◆ What the exercise asks:
Please find every line in the records below that contains the word "serif", and copy it.

━━ Material supplied ━━

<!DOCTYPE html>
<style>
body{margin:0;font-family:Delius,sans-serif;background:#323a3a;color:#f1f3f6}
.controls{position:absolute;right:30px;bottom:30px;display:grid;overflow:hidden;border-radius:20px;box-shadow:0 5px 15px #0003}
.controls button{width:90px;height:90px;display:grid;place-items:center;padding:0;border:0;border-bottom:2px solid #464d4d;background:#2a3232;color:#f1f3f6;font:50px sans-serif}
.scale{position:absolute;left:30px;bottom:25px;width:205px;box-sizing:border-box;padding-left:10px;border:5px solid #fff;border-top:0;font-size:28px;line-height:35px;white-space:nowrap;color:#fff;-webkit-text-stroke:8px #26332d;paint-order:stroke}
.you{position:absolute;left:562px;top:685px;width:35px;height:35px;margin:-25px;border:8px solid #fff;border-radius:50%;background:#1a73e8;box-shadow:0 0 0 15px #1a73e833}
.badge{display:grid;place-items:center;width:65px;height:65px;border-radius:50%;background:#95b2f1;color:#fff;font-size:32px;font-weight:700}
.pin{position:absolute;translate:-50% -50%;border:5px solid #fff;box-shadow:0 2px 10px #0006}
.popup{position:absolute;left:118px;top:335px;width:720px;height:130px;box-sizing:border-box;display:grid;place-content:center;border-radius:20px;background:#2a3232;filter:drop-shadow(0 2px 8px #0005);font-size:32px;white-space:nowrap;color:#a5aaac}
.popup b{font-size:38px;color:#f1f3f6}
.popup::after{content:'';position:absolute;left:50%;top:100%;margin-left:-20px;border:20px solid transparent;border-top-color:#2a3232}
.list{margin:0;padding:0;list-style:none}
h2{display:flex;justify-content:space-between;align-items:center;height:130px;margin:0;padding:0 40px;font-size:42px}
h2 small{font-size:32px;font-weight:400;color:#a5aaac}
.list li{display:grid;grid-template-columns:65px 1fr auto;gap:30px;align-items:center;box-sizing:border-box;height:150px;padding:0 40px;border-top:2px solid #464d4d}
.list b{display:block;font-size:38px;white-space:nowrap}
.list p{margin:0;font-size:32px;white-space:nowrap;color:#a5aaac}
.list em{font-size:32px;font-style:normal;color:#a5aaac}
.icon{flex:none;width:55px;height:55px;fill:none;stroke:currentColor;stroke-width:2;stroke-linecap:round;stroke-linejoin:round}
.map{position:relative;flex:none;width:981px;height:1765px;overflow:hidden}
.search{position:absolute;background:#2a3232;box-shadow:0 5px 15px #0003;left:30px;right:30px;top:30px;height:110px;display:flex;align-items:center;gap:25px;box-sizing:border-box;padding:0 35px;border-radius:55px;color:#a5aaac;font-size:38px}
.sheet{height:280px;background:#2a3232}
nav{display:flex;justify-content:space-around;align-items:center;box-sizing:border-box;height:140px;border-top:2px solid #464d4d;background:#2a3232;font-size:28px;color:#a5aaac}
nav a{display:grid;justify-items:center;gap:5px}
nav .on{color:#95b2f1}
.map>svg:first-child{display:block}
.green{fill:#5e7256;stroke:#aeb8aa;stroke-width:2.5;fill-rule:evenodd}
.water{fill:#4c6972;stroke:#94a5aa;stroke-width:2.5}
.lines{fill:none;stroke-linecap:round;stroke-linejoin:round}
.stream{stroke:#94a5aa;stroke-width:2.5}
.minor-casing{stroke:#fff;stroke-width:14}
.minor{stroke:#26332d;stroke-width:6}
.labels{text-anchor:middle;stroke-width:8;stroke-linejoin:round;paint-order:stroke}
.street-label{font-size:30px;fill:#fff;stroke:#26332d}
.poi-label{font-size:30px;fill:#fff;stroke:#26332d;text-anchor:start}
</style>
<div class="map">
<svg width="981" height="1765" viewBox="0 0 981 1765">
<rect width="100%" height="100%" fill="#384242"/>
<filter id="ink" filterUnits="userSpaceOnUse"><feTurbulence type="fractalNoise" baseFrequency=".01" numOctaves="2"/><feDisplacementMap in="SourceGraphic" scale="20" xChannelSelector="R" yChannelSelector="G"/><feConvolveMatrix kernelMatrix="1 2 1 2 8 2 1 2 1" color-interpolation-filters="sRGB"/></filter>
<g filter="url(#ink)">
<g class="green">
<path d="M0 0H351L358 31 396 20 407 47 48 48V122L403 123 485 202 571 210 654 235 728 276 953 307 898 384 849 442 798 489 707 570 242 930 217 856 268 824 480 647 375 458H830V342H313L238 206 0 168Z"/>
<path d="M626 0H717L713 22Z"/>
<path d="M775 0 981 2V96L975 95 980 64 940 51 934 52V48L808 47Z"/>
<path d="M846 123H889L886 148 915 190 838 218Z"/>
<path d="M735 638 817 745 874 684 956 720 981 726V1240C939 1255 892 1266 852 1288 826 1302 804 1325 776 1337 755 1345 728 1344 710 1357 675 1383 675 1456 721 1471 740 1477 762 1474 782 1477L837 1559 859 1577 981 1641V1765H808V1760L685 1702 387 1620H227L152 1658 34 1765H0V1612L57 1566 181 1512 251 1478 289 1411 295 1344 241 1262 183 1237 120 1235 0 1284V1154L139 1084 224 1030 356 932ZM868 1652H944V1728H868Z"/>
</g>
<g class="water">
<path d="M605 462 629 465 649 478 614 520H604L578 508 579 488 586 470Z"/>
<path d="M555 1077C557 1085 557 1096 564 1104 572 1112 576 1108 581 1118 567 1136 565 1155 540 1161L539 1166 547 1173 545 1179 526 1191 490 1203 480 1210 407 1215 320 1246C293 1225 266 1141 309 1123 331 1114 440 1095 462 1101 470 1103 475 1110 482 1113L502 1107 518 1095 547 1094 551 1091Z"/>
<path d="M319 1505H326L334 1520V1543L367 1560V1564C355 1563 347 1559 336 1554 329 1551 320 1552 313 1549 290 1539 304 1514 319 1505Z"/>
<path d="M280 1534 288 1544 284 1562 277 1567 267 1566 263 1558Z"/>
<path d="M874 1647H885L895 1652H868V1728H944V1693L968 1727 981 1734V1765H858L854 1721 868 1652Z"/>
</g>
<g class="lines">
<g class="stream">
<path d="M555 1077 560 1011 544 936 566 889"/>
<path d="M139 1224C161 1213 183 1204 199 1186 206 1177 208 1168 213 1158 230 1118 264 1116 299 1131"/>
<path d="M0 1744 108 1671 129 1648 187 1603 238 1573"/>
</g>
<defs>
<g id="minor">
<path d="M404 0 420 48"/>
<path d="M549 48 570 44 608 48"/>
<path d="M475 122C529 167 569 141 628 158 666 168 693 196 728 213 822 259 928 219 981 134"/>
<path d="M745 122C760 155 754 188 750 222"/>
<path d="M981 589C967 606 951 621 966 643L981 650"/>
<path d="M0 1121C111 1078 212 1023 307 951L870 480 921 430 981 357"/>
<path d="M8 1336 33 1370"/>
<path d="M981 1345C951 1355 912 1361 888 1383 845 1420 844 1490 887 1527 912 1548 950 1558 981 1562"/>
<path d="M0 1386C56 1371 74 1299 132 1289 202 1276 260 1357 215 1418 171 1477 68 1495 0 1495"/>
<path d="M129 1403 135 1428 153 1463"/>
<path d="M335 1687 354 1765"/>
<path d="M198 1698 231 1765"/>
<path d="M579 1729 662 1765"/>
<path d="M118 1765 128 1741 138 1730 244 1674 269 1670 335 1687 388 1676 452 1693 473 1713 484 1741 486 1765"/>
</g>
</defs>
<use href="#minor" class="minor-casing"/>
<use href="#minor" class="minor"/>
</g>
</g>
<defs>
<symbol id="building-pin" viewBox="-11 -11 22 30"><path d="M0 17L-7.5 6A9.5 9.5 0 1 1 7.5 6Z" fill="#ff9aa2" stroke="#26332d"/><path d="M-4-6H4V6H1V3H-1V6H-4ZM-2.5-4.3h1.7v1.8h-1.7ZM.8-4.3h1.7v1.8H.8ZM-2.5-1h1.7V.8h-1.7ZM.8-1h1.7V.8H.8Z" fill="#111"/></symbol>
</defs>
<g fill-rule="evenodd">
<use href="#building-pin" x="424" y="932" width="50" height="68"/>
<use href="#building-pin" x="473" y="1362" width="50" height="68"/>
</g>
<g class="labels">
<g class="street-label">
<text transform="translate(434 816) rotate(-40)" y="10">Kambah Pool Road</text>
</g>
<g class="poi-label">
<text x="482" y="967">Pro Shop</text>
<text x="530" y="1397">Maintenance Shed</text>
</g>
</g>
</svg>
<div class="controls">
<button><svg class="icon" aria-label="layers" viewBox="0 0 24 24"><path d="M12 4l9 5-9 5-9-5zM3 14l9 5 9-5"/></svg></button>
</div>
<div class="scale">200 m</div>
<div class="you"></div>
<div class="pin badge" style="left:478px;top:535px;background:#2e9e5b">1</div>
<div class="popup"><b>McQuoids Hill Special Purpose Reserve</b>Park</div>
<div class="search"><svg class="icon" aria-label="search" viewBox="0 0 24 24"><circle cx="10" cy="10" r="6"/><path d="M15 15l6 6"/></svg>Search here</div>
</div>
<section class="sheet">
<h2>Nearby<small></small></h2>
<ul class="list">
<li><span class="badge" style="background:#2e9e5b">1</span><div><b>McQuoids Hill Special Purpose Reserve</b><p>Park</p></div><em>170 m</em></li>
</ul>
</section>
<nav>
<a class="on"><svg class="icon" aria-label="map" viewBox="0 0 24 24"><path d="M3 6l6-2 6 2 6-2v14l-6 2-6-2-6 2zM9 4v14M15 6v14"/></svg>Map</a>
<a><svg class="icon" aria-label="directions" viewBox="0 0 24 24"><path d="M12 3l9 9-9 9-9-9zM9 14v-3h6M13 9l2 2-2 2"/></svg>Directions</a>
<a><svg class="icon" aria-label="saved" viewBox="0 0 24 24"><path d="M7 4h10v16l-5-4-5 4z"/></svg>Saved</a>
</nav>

━━━

◆ Response below:
body{margin:0;font-family:Delius,sans-serif;background:#323a3a;color:#f1f3f6}
.controls button{width:90px;height:90px;display:grid;place-items:center;padding:0;border:0;border-bottom:2px solid #464d4d;background:#2a3232;color:#f1f3f6;font:50px sans-serif}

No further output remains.